Relying on specific people was never a good strategy, people will change but this will be a good test of their crazy governance structure. I think of it similar to political systems - if it can't withstand someone fully malicious getting in power then it's not a good system
Criminals misusing it? I feel like this is already a dangerous way to use AI, they use an enthusiastic, flirty and attractive female voice on millions of nerds. They openly say this is going to be like the movie Her. Shouldn't we have some societal discussion before we unleash paid AI girlfriends on everybody?
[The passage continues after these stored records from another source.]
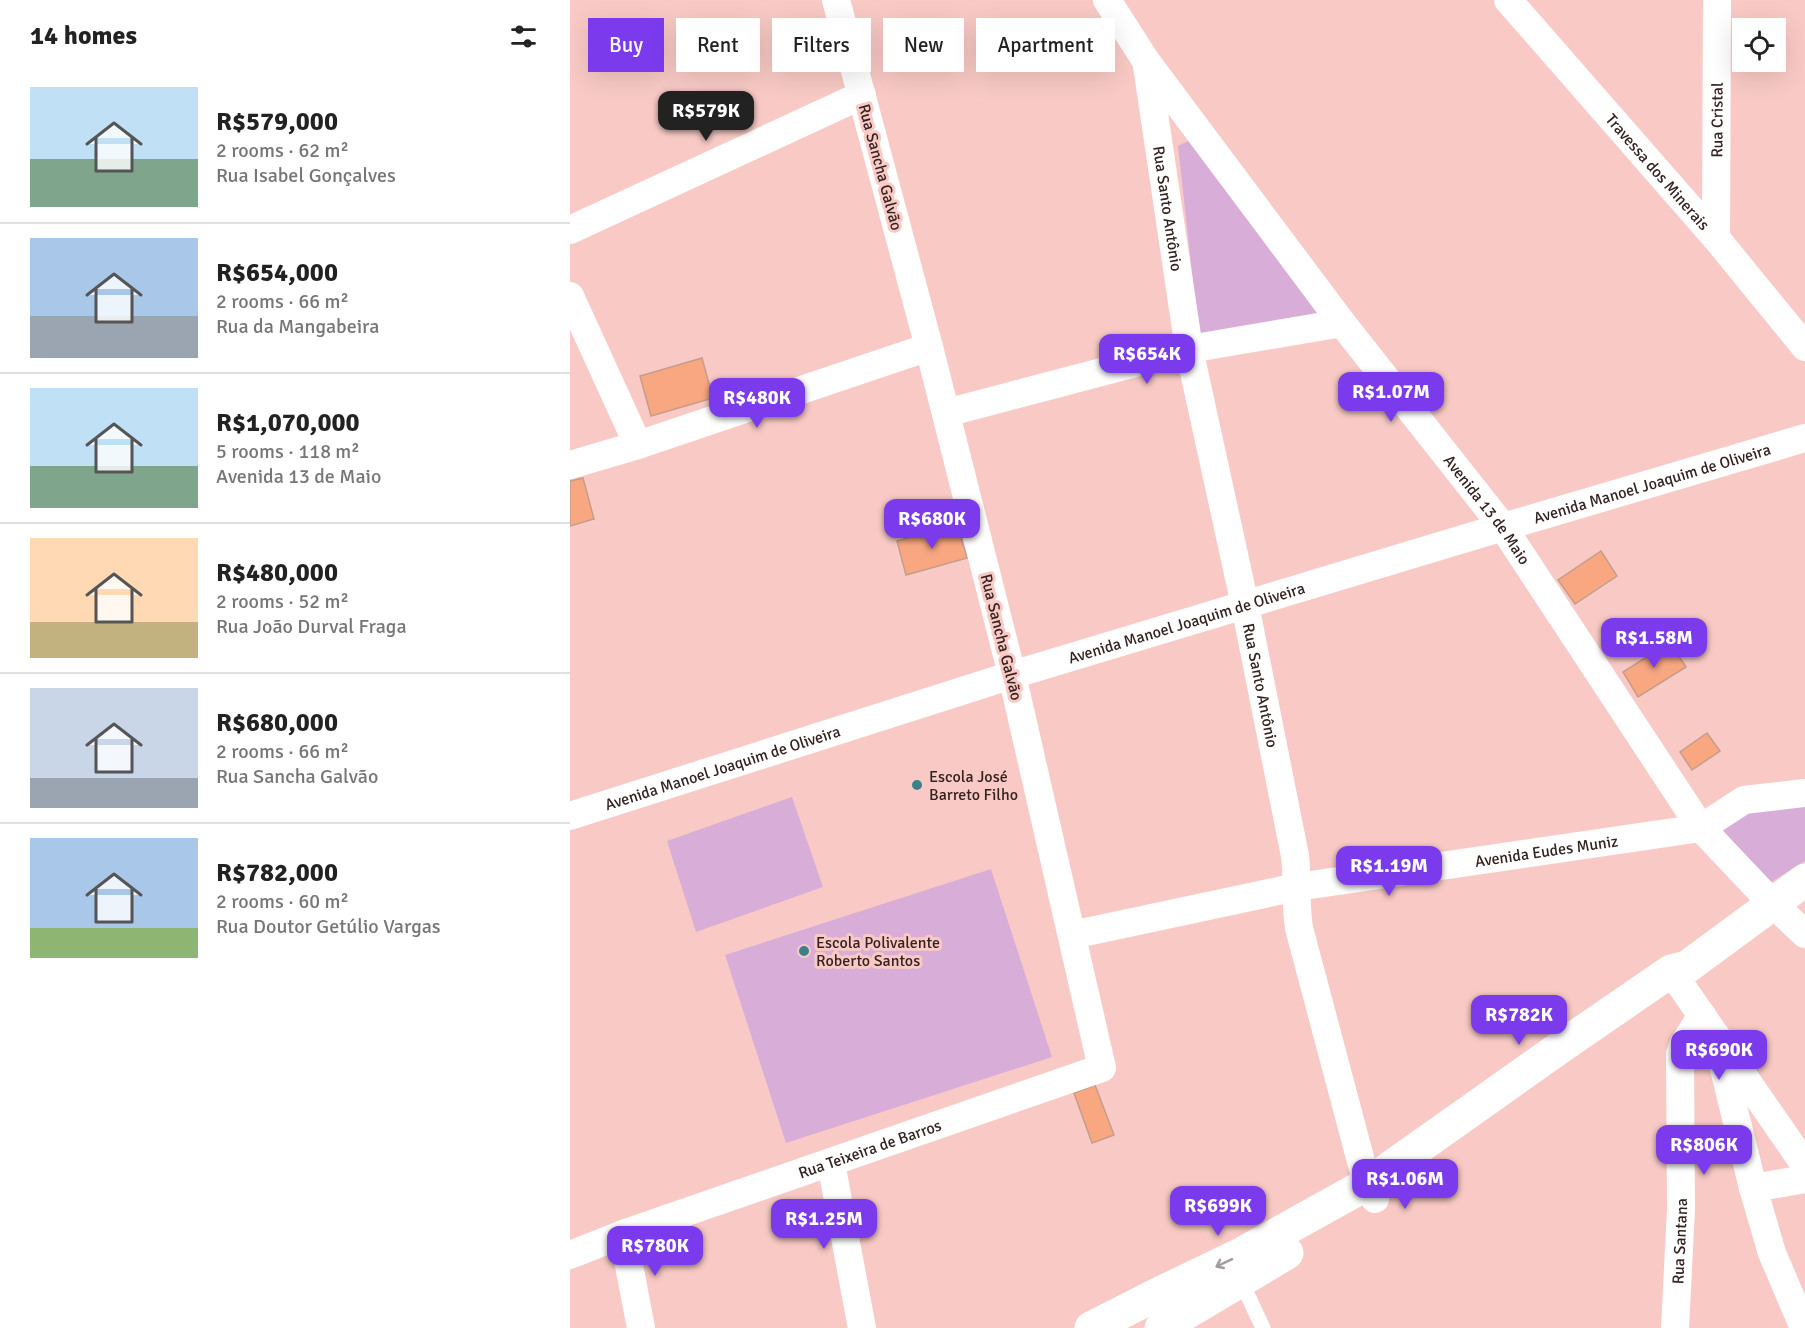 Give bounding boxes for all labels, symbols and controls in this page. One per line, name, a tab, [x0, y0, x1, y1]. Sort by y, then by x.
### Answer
chip: Buy	[588, 18, 664, 72]
chip: Rent	[676, 18, 760, 72]
chip: Filters	[772, 18, 871, 72]
chip: New	[883, 18, 964, 72]
chip: Apartment	[976, 18, 1115, 72]
map controls	[1732, 18, 1786, 72]
button: locate	[1732, 18, 1786, 72]
text: 14 homes	[30, 20, 137, 52]
icon: filters	[507, 20, 540, 53]
street label: Rua Cristal	[1707, 82, 1728, 158]
pin: R$579K	[657, 91, 755, 142]
text: R$579K	[672, 98, 740, 123]
street label: Rua Sancha Galvão	[854, 102, 906, 233]
text: R$579,000	[216, 106, 338, 138]
street label: Travessa dos Minerais	[1601, 110, 1714, 235]
icon: home	[78, 111, 150, 183]
text: 2 rooms · 62 m²	[216, 138, 349, 163]
street label: Rua Santo Antônio	[1148, 145, 1186, 273]
text: Rua Isabel Gonçalves	[216, 163, 396, 188]
text: R$654,000	[216, 257, 338, 289]
icon: home	[78, 262, 150, 334]
text: 2 rooms · 66 m²	[216, 289, 349, 314]
text: Rua da Mangabeira	[216, 314, 379, 339]
pin: R$654K	[1098, 334, 1196, 385]
text: R$654K	[1113, 341, 1181, 366]
pin: R$1.07M	[1336, 372, 1446, 423]
pin: R$480K	[708, 378, 806, 429]
text: R$1.07M	[1352, 379, 1430, 404]
text: R$480K	[723, 385, 791, 410]
text: R$1,070,000	[216, 407, 360, 439]
icon: home	[78, 412, 150, 484]
text: 5 rooms · 118 m²	[216, 439, 360, 464]
street label: Avenida Manoel Joaquim de Oliveira	[1531, 440, 1773, 528]
street label: Avenida 13 de Maio	[1439, 451, 1534, 569]
text: Avenida 13 de Maio	[216, 464, 381, 489]
pin: R$680K	[883, 499, 981, 550]
text: R$680K	[898, 506, 966, 531]
text: R$480,000	[216, 557, 338, 589]
icon: home	[78, 562, 150, 634]
street label: Rua Sancha Galvão	[976, 572, 1026, 703]
street label: Avenida Manoel Joaquim de Oliveira	[1066, 578, 1307, 669]
text: 2 rooms · 52 m²	[216, 589, 349, 614]
text: Rua João Durval Fraga	[216, 614, 407, 639]
pin: R$1.58M	[1599, 618, 1709, 669]
street label: Rua Santo Antônio	[1238, 621, 1282, 749]
text: R$1.58M	[1615, 625, 1693, 650]
text: R$680,000	[216, 707, 338, 739]
icon: home	[78, 712, 150, 784]
street label: Avenida Manoel Joaquim de Oliveira	[602, 721, 843, 815]
text: 2 rooms · 66 m²	[216, 739, 349, 764]
text: Rua Sancha Galvão	[216, 764, 378, 789]
place label: Escola José Barreto Filho	[929, 767, 1018, 805]
marker: Escola José Barreto Filho	[910, 778, 924, 792]
street label: Avenida Eudes Muniz	[1474, 831, 1619, 872]
pin: R$1.19M	[1334, 846, 1444, 897]
text: R$1.19M	[1350, 853, 1428, 878]
text: R$782,000	[216, 857, 338, 889]
icon: home	[78, 862, 150, 934]
text: 2 rooms · 60 m²	[216, 889, 349, 914]
text: Rua Doutor Getúlio Vargas	[216, 914, 441, 939]
place label: Escola Polivalente Roberto Santos	[816, 933, 940, 971]
marker: Escola Polivalente Roberto Santos	[797, 944, 811, 958]
pin: R$782K	[1470, 995, 1568, 1046]
text: R$782K	[1485, 1002, 1553, 1027]
pin: R$690K	[1670, 1030, 1768, 1081]
text: R$690K	[1685, 1037, 1753, 1062]
street label: Rua Teixeira de Barros	[796, 1115, 944, 1183]
pin: R$806K	[1655, 1125, 1753, 1176]
text: R$806K	[1670, 1132, 1738, 1157]
pin: R$1.06M	[1350, 1159, 1460, 1210]
text: R$1.06M	[1366, 1166, 1444, 1191]
pin: R$699K	[1169, 1186, 1267, 1237]
text: R$699K	[1184, 1193, 1252, 1218]
street label: Rua Santana	[1668, 1198, 1692, 1285]
pin: R$1.25M	[769, 1199, 879, 1250]
text: R$1.25M	[785, 1206, 863, 1231]
pin: R$780K	[606, 1226, 704, 1277]
text: R$780K	[621, 1233, 689, 1258]
one-way arrow	[1215, 1257, 1233, 1269]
marketing is marketing. look how they marketed cigarettes , cars, ll kinds of things that now people feel are perhaps not so good. its part and parcel of the world that also does so much good. personally, id market it differently, but this is why im no CEO =).
if we help eachother understand these things andnhownto cope, all will be fine in the end. we will hit some bumps, and yes, there will be discomfort but thats ok. thats all part of life. life is not about being happy and comfortable allnthe time no matter how much we would want that.
some people even want paid AI girlfriends. who are you to tell them they are not allowed to have it?
Agree that artificial intelligence is an outlier. I think it is the technology with the greatest associated risk of all technologies humans have worked on.
It’s unhelpful to the argument when you do this, and it makes our side look like a bunch of smug self entitled assholes.
The reality is that AI is disruptive but we don’t know how disruptive.
The parent post is clearly hyperbole; but let’s push back on what is clearly nonsense (ie. AI being more dangerous than nuclear weapons) in a logical manner hm?
Understanding AI is not the issue here; the issue so that no one knows how disruptive it will eventually be; not me, not you, not them.
People are playing the risk mitigation game; but the point is that if you play it too hard you end up as a ludite in a cave with no lights because something might be dangerous about “electricity”.
I disagree. Debating gives legitimacy, especially when one begins to debate a throwaway comment that doesn't even put an argument forward. The right answer is outright dismissal.